-------- PROVIDED DATA --------
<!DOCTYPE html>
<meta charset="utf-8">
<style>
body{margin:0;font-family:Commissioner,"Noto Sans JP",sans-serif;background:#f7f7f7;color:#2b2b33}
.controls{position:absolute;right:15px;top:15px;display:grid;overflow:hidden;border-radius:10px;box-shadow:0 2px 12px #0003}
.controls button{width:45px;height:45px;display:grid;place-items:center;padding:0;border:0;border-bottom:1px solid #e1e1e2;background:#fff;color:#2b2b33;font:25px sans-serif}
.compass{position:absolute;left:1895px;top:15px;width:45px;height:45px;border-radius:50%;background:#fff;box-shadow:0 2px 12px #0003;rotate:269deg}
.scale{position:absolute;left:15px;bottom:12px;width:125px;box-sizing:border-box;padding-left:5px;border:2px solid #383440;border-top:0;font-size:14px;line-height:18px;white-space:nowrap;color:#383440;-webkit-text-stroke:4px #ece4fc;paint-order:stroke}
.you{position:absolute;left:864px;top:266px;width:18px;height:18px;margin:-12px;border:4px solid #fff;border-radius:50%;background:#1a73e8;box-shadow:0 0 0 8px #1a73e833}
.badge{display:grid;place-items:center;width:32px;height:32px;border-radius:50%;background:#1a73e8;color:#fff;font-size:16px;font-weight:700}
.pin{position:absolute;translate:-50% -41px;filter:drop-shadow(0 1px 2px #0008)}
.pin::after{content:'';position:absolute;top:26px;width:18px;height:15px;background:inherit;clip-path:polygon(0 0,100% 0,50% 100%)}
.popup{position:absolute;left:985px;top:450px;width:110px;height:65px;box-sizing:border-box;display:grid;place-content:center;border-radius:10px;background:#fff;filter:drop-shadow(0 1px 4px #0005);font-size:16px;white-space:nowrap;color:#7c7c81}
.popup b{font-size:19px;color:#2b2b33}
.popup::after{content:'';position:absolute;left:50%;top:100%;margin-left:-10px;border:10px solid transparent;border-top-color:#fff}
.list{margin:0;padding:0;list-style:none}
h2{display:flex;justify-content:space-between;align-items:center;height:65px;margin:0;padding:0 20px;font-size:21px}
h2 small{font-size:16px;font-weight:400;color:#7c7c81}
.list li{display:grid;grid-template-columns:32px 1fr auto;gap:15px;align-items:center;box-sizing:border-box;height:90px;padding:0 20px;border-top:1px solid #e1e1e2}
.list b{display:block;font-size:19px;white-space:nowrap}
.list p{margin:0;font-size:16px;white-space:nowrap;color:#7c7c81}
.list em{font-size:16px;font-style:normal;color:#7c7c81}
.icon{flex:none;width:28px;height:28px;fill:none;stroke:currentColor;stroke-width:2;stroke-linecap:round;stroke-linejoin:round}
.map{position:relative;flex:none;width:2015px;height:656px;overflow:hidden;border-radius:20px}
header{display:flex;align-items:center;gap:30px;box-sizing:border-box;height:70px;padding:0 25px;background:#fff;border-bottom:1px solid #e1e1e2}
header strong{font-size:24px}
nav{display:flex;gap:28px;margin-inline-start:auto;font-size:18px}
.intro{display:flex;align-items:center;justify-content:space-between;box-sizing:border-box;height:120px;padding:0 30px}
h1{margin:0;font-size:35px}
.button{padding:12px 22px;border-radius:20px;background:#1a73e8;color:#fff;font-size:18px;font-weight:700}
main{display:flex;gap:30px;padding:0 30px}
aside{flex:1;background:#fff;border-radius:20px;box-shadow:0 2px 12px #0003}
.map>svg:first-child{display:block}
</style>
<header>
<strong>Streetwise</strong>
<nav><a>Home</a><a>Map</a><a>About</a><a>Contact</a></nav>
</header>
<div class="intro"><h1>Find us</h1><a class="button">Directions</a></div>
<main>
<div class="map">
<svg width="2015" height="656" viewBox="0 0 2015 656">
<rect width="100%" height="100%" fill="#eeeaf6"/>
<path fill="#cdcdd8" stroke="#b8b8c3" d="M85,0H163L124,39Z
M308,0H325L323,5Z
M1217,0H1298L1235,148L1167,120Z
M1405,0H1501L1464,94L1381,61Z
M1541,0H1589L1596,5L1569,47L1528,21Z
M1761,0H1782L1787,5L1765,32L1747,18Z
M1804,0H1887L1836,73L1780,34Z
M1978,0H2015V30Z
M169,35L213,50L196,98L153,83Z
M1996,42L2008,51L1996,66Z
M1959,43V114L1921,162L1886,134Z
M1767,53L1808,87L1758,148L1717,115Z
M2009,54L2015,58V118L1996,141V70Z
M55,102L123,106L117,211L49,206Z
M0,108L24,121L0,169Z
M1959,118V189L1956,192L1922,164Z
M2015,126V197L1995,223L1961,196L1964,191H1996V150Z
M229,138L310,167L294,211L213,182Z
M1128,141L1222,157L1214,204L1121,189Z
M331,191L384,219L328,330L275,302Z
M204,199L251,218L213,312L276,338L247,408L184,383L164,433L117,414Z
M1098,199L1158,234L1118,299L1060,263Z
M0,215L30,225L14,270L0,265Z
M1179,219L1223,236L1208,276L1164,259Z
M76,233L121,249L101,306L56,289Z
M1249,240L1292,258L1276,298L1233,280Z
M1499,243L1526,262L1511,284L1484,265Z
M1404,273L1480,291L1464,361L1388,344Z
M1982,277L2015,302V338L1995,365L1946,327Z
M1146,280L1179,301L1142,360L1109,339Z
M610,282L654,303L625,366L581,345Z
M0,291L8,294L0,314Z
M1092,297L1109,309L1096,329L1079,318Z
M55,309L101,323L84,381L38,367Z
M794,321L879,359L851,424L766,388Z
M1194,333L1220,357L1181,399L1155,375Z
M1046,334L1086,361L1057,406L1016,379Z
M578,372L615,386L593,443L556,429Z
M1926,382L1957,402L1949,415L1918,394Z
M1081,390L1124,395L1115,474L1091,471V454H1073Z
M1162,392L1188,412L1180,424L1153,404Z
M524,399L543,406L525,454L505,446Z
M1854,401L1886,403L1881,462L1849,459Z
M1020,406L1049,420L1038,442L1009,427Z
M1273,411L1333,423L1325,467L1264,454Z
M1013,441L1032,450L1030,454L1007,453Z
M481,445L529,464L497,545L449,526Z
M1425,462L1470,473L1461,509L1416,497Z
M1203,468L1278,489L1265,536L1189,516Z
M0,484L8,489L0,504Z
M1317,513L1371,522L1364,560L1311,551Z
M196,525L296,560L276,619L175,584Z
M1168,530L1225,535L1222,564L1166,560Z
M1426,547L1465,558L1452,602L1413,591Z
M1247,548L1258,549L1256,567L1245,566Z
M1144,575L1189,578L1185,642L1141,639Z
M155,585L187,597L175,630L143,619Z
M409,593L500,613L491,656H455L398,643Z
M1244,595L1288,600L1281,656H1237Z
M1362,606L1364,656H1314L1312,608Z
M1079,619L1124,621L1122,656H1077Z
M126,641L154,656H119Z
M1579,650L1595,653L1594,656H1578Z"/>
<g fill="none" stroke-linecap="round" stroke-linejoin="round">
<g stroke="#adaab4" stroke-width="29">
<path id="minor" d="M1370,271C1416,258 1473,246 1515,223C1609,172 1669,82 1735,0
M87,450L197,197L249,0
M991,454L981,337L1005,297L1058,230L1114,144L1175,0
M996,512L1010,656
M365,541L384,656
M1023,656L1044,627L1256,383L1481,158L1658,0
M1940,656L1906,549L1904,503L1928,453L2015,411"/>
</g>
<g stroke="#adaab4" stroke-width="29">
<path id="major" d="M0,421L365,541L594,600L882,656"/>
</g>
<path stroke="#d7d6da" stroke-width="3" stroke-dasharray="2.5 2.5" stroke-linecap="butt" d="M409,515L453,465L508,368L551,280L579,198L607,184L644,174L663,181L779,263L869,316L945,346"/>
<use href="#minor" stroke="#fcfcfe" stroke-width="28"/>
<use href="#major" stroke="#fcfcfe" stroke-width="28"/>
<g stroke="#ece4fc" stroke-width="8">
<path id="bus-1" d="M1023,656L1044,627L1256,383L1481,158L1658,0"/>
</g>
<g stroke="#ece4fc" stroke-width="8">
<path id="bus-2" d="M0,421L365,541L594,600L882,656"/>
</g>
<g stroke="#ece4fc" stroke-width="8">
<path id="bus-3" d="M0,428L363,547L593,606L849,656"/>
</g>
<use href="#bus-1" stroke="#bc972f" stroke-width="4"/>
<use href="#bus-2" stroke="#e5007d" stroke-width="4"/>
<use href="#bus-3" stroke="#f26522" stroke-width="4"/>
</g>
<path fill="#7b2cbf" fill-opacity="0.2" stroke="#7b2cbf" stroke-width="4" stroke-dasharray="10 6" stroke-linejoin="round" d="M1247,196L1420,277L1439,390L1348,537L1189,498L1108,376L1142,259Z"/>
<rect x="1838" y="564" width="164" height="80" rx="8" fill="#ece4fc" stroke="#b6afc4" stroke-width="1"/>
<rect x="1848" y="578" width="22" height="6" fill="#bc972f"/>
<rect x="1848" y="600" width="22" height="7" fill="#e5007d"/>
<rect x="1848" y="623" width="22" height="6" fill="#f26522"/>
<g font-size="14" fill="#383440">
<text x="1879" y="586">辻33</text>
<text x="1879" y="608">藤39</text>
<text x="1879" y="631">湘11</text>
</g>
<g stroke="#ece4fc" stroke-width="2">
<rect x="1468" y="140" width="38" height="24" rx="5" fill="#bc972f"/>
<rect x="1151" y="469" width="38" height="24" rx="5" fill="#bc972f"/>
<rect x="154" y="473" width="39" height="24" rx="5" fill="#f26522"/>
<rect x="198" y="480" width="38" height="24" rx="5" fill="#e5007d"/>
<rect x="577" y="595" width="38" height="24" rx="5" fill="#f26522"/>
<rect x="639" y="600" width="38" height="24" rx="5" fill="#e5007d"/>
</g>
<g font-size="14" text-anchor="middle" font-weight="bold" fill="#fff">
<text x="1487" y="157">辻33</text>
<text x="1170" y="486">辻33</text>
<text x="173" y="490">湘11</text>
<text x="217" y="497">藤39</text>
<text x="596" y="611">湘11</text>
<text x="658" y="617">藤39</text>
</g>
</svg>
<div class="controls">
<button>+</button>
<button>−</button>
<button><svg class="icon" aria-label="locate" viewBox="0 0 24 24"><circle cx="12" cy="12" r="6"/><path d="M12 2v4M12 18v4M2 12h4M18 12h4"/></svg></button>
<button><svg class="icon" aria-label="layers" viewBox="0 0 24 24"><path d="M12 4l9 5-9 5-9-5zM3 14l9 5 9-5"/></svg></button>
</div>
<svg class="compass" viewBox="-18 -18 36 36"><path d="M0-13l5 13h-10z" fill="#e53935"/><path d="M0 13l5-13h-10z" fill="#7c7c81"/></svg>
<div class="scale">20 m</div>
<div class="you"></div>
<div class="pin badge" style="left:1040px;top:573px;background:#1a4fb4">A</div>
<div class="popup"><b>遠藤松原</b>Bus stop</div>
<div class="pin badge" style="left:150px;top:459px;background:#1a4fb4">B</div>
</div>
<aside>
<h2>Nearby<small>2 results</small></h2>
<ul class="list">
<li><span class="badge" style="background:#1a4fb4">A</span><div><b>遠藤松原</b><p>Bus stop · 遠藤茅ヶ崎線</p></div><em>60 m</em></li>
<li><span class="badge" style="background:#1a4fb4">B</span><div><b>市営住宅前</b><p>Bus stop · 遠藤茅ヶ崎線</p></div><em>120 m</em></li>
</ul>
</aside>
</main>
--------
ASSIGNMENT:
Where in the entries above does the word "compass" appear? Copy each line that has it.

SOLUTION FOR THIS PROBLEM:
.compass{position:absolute;left:1895px;top:15px;width:45px;height:45px;border-radius:50%;background:#fff;box-shadow:0 2px 12px #0003;rotate:269deg}
<svg class="compass" viewBox="-18 -18 36 36"><path d="M0-13l5 13h-10z" fill="#e53935"/><path d="M0 13l5-13h-10z" fill="#7c7c81"/></svg>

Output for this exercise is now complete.